Como a pena de morte é aplicada — ou não — nos EUA
As regras para aplicação da pena capital variam de estado a estado, mas uma lei federal determina crimes graves que podem ser punidos desta forma
Internacional|Mariana Ghirello, do R7
O retorno das execuções de prisioneiros federais após 17 anos trouxe o tema da pena de morte de volta ao debate nos Estados Unidos. A aplicação da pena máxima prevista nas leis federais norte-americanas estava bloqueada por decisões judiciais e também políticas desde 2003, mas acabaram sendo recentemente retomadas pelo Departamento de Justiça e autorizadas pela Suprema Corte.
Entre os dias 14 e 17 de julho, três condenados pelo Judiciário Federal foram executados — o que não acontecia desde 2003.
As execuções, no entanto, não tinham sido suspensas em todo país por todo este tempo, já que, nos EUA, um mesmo caso pode ter condenações diferentes e seguir rumos ainda mais distintos dependendo do estado onde é julgado.
Isso inclui a pena de morte. Dos 50 estados, somente 29 deles possuem a pena capital como punição.

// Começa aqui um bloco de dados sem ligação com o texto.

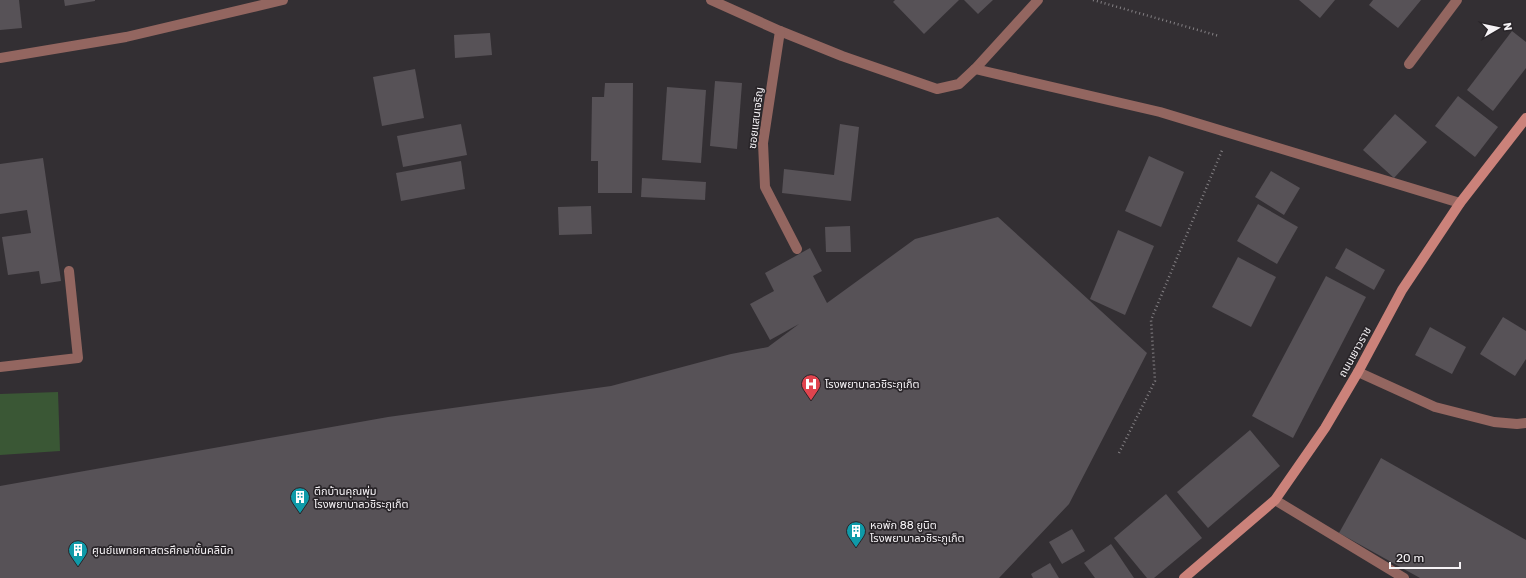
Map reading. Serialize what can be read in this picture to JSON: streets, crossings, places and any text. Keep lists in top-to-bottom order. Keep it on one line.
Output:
{"streets":{"main road":["ถนนเยาวราช"],"street":["ซอยแสนเจริญ"]},"places":{"hospital":["โรงพยาบาลวชิระภูเก็ต"],"building":["ตึกบ้านคุณพุ่ม โรงพยาบาลวชิระภูเก็ต","หอพัก 88 ยูนิต โรงพยาบาลวชิระภูเก็ต","ศูนย์แพทยศาสตรศึกษาชั้นคลินิก"]},"scale_bar":"20 m","north":"right"}
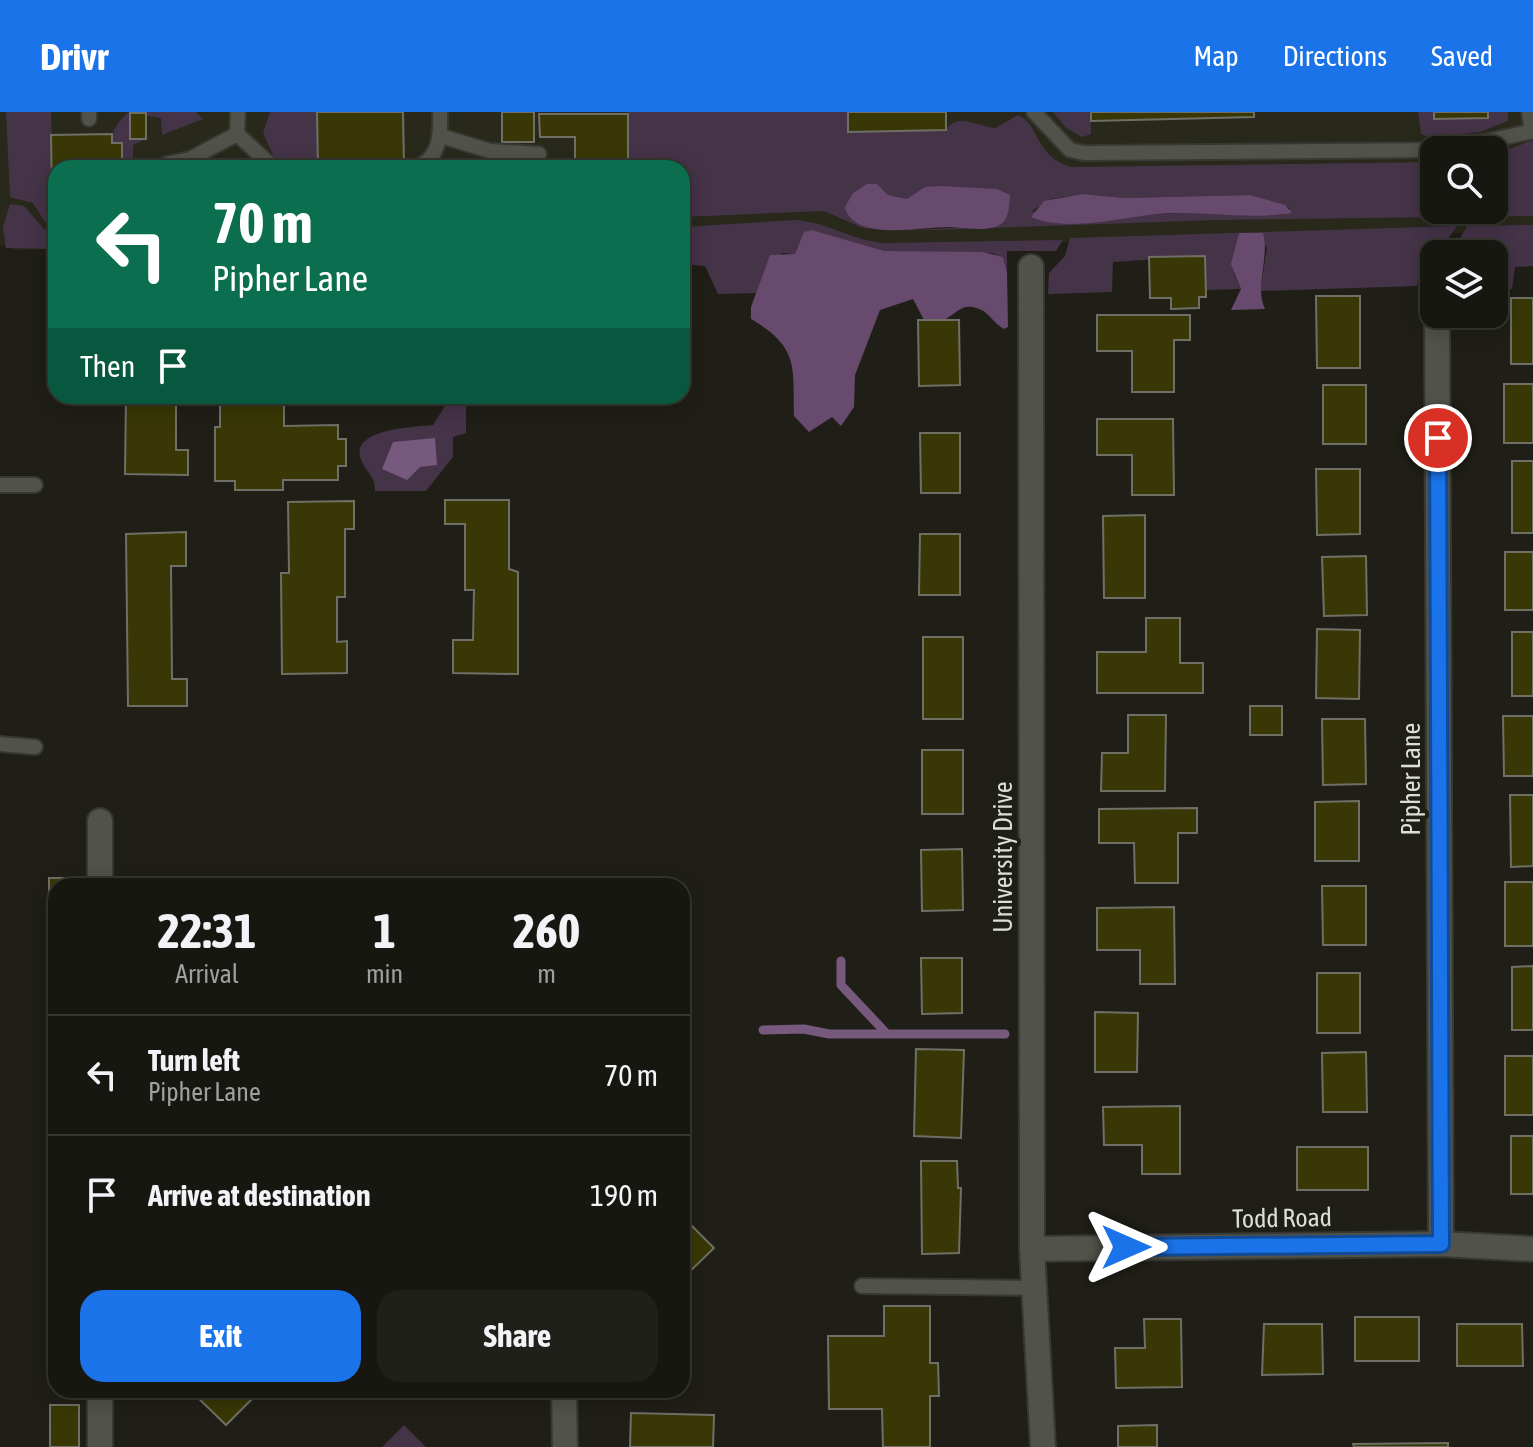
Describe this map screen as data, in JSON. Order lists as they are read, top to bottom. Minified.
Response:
{"streets":{"street":["Pipher Lane","University Drive","Todd Road"]},"crossings":[["Pipher Lane","Todd Road"],["University Drive","Todd Road"]],"page":{"header":"Drivr","nav":["Map","Directions","Saved"],"turn":["70 m","Pipher Lane"],"then":"Then","eta":["22:31","Arrival","1","min","260","m"],"list":[{"name":"Turn left","note":"Pipher Lane","value":"70 m"},{"name":"Arrive at destination","value":"190 m"}],"buttons":["Exit","Share"]}}
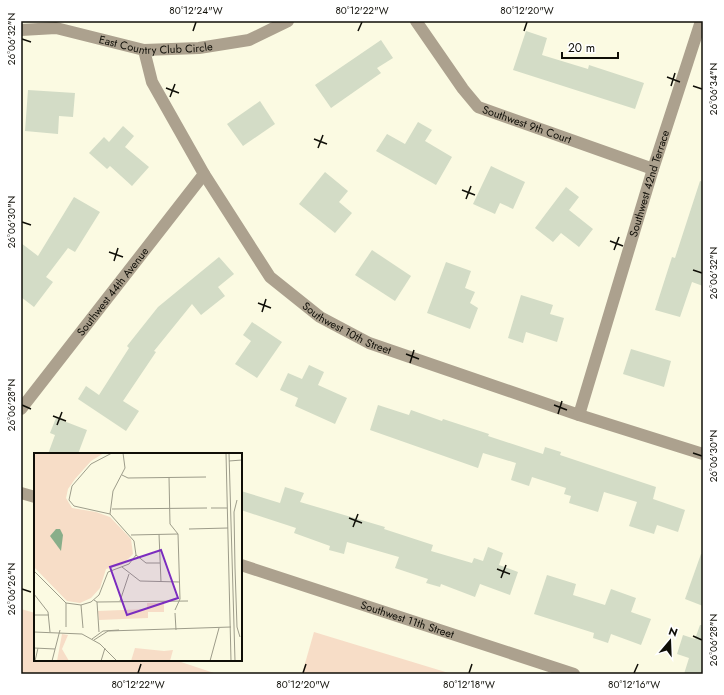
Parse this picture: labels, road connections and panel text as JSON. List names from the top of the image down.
{
  "streets": {
    "street": [
      "East Country Club Circle",
      "Southwest 9th Court",
      "Southwest 42nd Terrace",
      "Southwest 44th Avenue",
      "Southwest 10th Street",
      "Southwest 11th Street"
    ]
  },
  "crossings": [
    ["East Country Club Circle", "Southwest 10th Street"],
    ["Southwest 9th Court", "Southwest 42nd Terrace"],
    ["Southwest 42nd Terrace", "Southwest 10th Street"],
    ["Southwest 44th Avenue", "Southwest 10th Street"]
  ],
  "scale_bar": "20 m",
  "north": "top",
  "coordinates": [
    "80°12'24\"W",
    "80°12'22\"W",
    "80°12'20\"W",
    "26°06'32\"N",
    "26°06'34\"N",
    "26°06'30\"N",
    "26°06'28\"N",
    "26°06'26\"N",
    "80°12'18\"W",
    "80°12'16\"W"
  ]
}
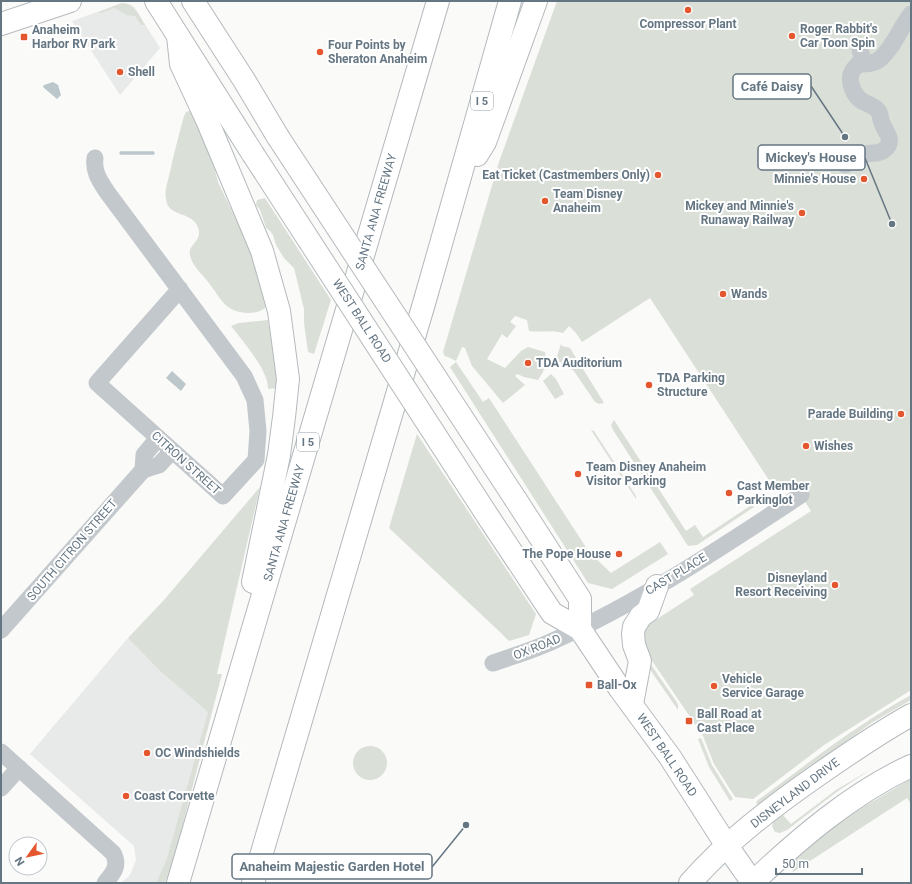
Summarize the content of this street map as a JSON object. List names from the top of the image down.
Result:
{
  "streets": {
    "main road": [
      "I 5",
      "SANTA ANA FREEWAY",
      "WEST BALL ROAD",
      "DISNEYLAND DRIVE"
    ],
    "street": [
      "CITRON STREET",
      "SOUTH CITRON STREET",
      "CAST PLACE",
      "OX ROAD"
    ]
  },
  "crossings": [
    ["WEST BALL ROAD", "CAST PLACE"],
    ["WEST BALL ROAD", "OX ROAD"],
    ["WEST BALL ROAD", "DISNEYLAND DRIVE"],
    ["CITRON STREET", "SOUTH CITRON STREET"],
    ["CAST PLACE", "OX ROAD"]
  ],
  "places": {
    "other": [
      "Compressor Plant",
      "Roger Rabbit's Car Toon Spin",
      "Four Points by Sheraton Anaheim",
      "Shell",
      "Café Daisy",
      "Eat Ticket (Castmembers Only)",
      "Minnie's House",
      "Team Disney Anaheim",
      "Mickey and Minnie's Runaway Railway",
      "Mickey's House",
      "Wands",
      "TDA Auditorium",
      "TDA Parking Structure",
      "Parade Building",
      "Wishes",
      "Team Disney Anaheim Visitor Parking",
      "Cast Member Parkinglot",
      "The Pope House",
      "Disneyland Resort Receiving",
      "Vehicle Service Garage",
      "OC Windshields",
      "Coast Corvette",
      "Anaheim Majestic Garden Hotel"
    ],
    "transit": ["Anaheim Harbor RV Park", "Ball-Ox", "Ball Road at Cast Place"]
  },
  "scale_bar": "50 m",
  "north": "bottom left"
}
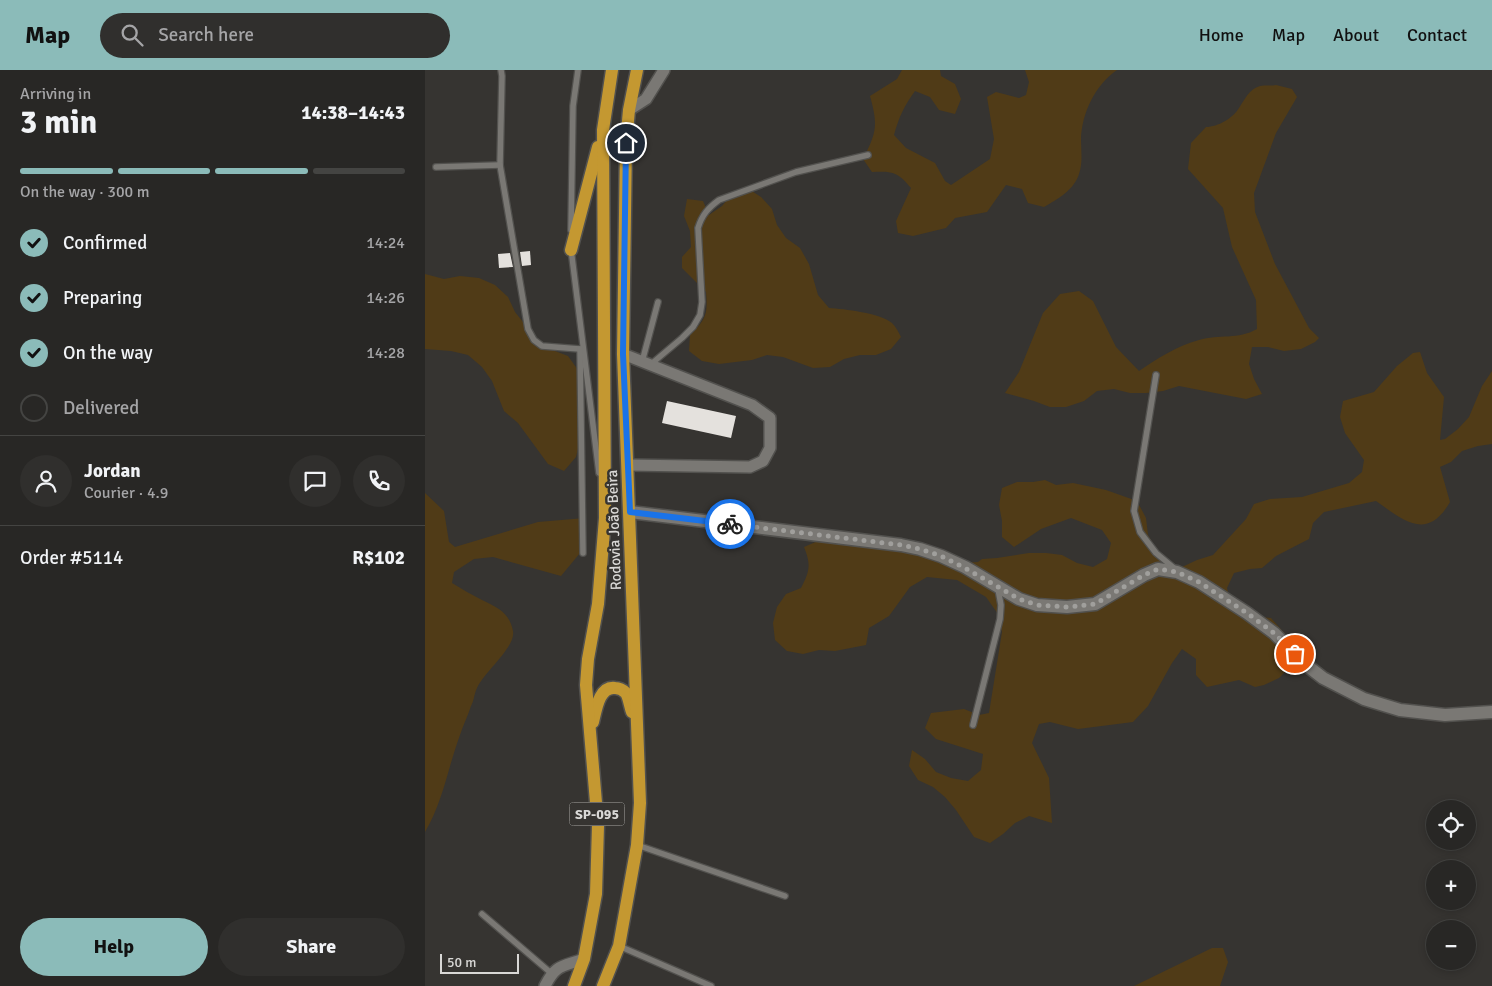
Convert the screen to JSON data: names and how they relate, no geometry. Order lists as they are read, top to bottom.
{
  "streets": {
    "main road": ["Rodovia João Beira", "SP-095"]
  },
  "scale_bar": "50 m",
  "page": {
    "header": "Map",
    "search": "Search here",
    "nav": [
      "Home",
      "Map",
      "About",
      "Contact"
    ],
    "heading": ["3 min", "Arriving in", "14:38–14:43"],
    "panel": [
      "Jordan",
      "Courier · 4.9",
      "Order #5114",
      "R$102"
    ],
    "bar": "On the way · 300 m",
    "list": [
      ["Confirmed", "14:24"],
      ["Preparing", "14:26"],
      ["On the way", "14:28"],
      "Delivered"
    ],
    "map_buttons": ["+", "−"],
    "buttons": ["Help", "Share"],
    "scale": "50 m"
  }
}
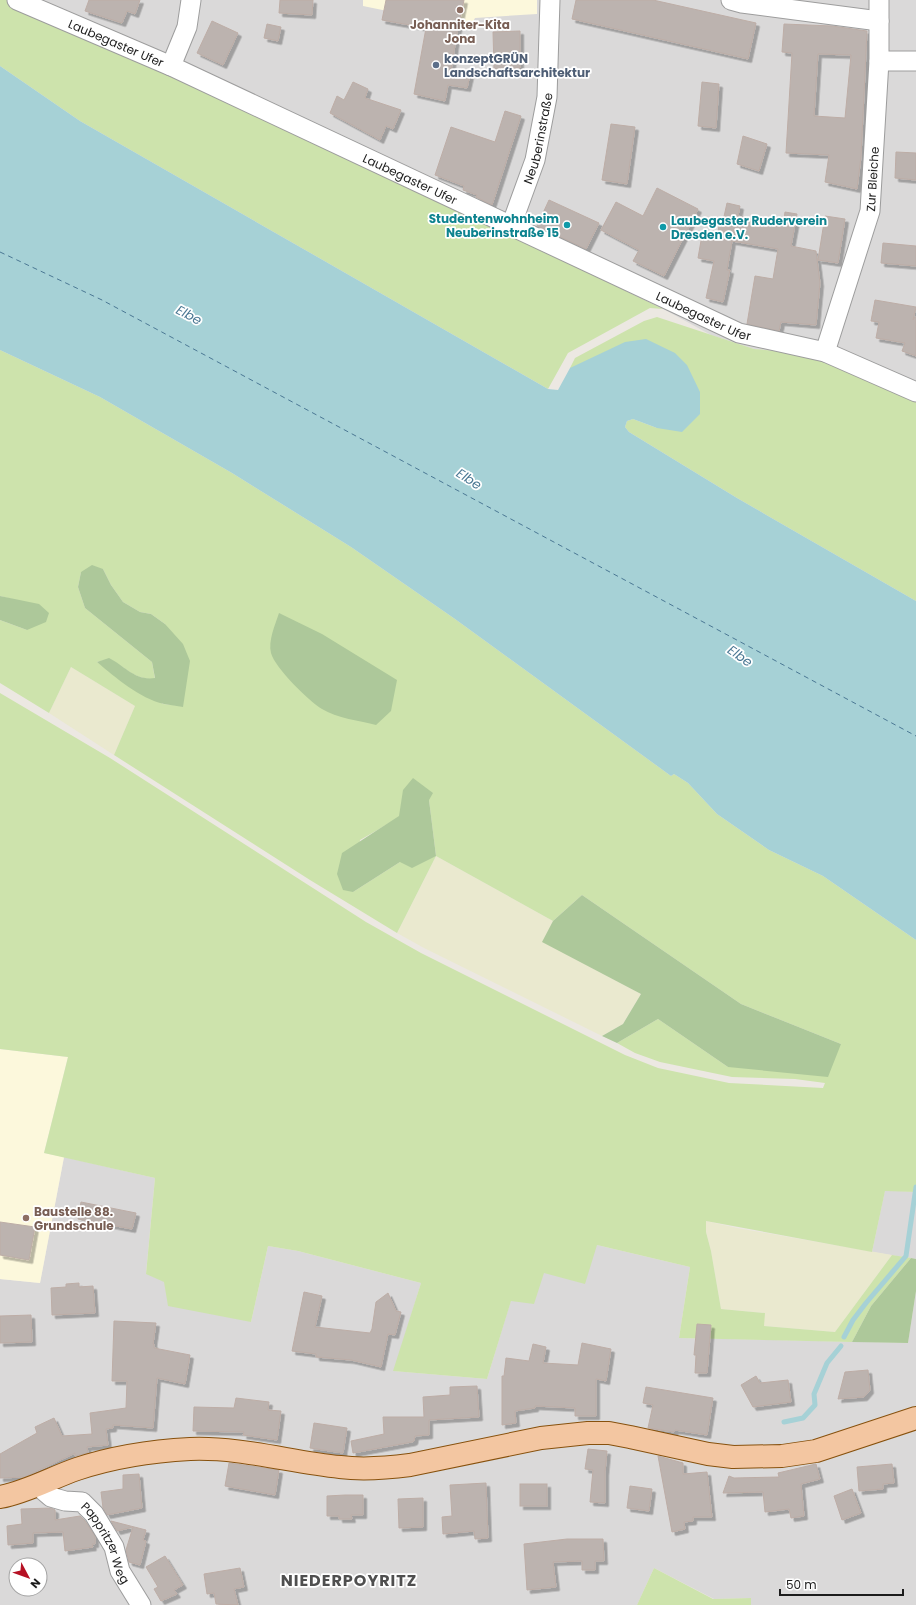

Mas mesmo crimes cometidos nos 21 outros estados que não preveem a pena de morte podem ser punidos desta forma, se forem considerados como crimes federais. Os crimes militares também podem render a execução do apenado.
Sem unicidade
Para entender como isso acontece, é preciso considerar uma diferença fundamental entre o sistema penal dos EUA e o que existe no Brasil: a ausência de unicidade.
"Aqui, nós temos um Código Penal que se aplica no Brasil inteiro, em todos os estados. Lá, a jurisdição é dividida entre federal e estadual", explica a criminalista que atuou por 14 anos como desembargadora federal no TRF-3 (Tribunal Regional Federal da 3º Região), Cecília Mello.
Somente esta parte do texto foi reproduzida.